### [What you have to do]
Every line that contains "image" must be located and copied from the data.

### [Data]
---+---

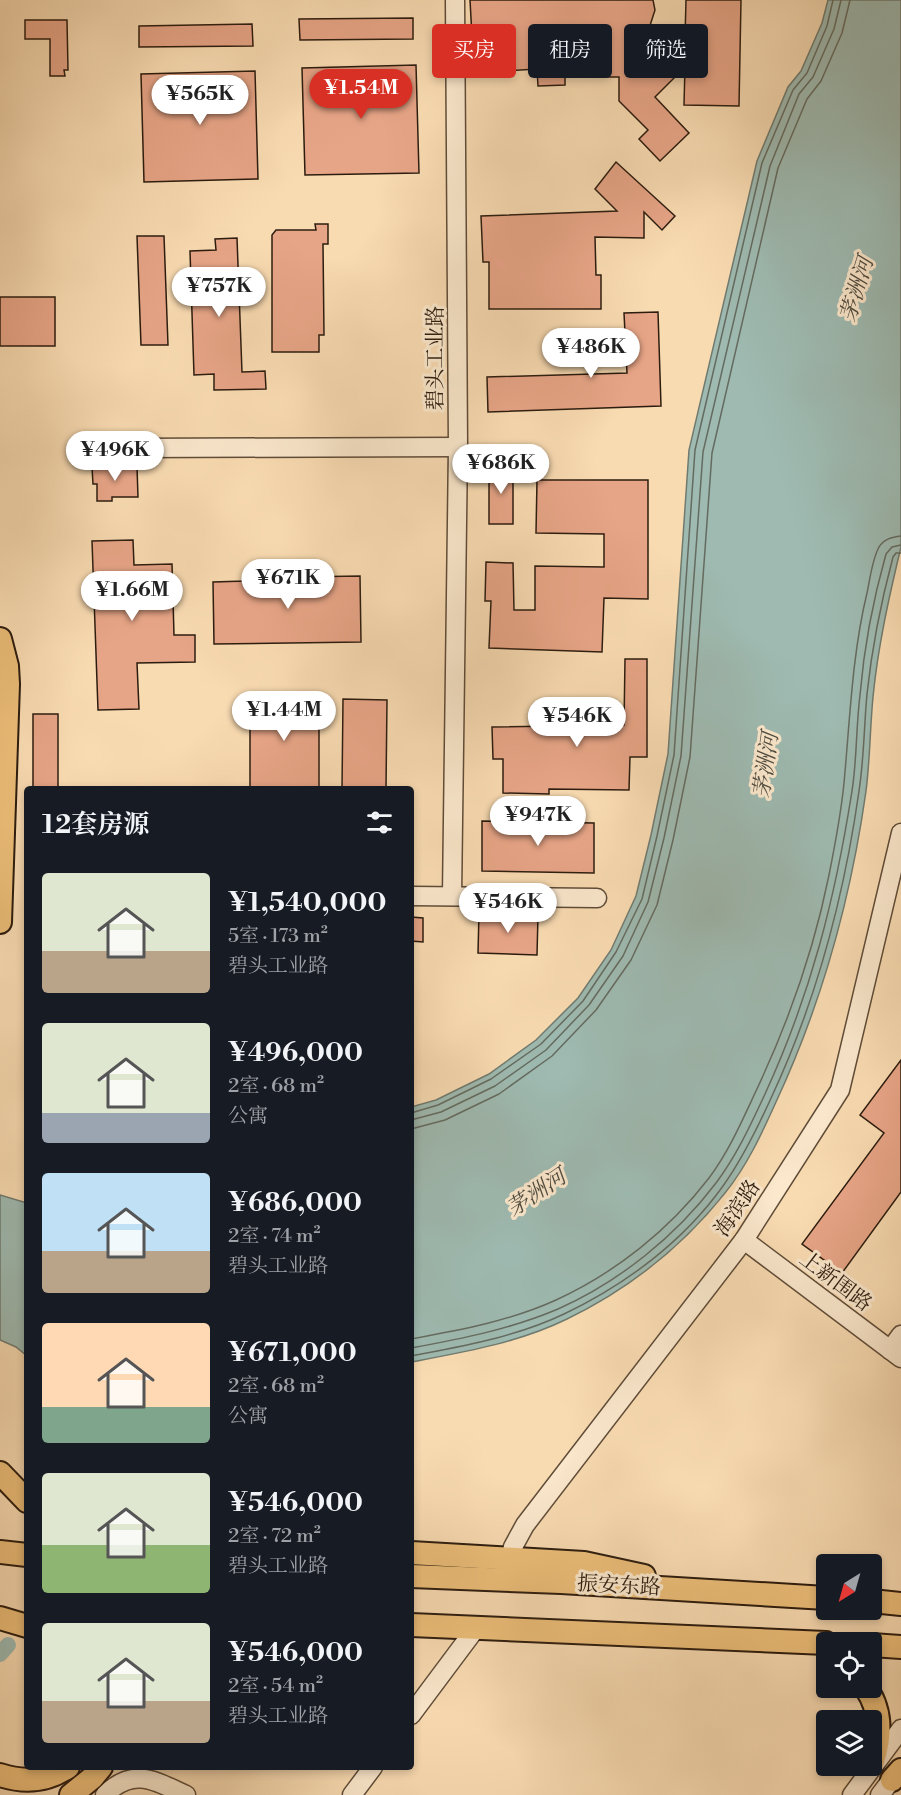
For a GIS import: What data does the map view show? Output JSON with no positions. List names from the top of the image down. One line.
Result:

---+---

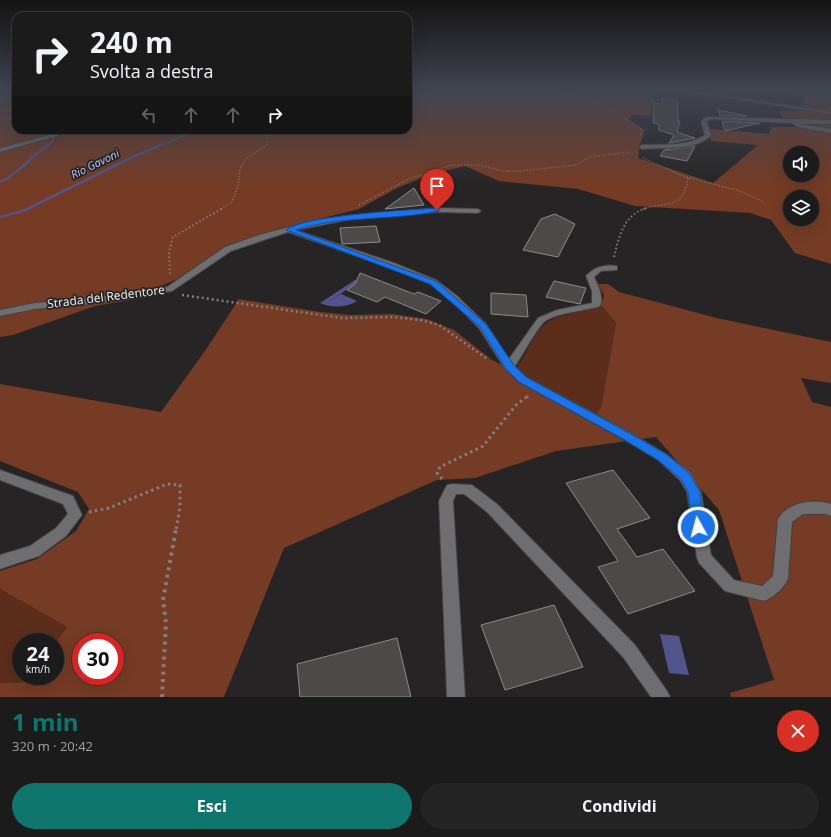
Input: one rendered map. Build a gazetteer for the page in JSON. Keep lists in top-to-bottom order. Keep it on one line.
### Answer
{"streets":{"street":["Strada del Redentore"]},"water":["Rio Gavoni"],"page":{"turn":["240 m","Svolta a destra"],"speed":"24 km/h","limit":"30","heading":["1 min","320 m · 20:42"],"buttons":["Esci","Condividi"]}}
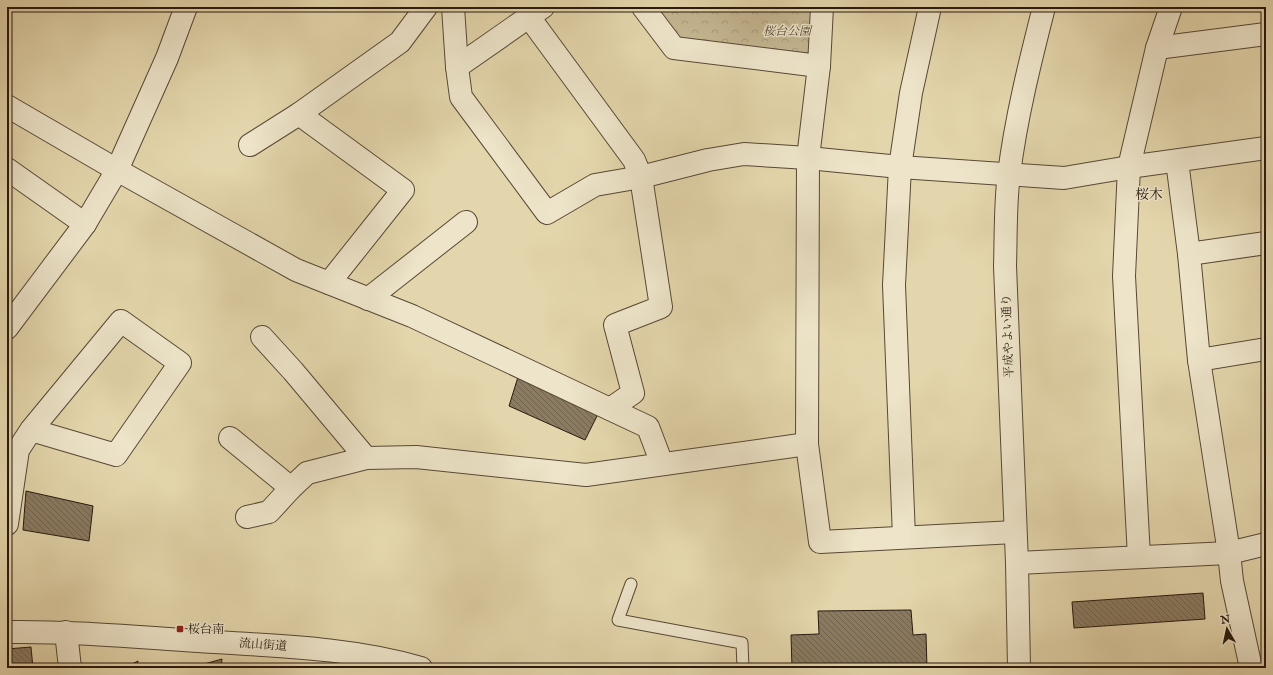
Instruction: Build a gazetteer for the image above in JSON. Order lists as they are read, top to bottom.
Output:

---+---

### [Output below]
For a GIS import: What data does the map view show? Output JSON with no positions. List names from the top of the image down. One line.
Instruction: Build a gazetteer for the image above in JSON. Order lists as they are read, top to bottom.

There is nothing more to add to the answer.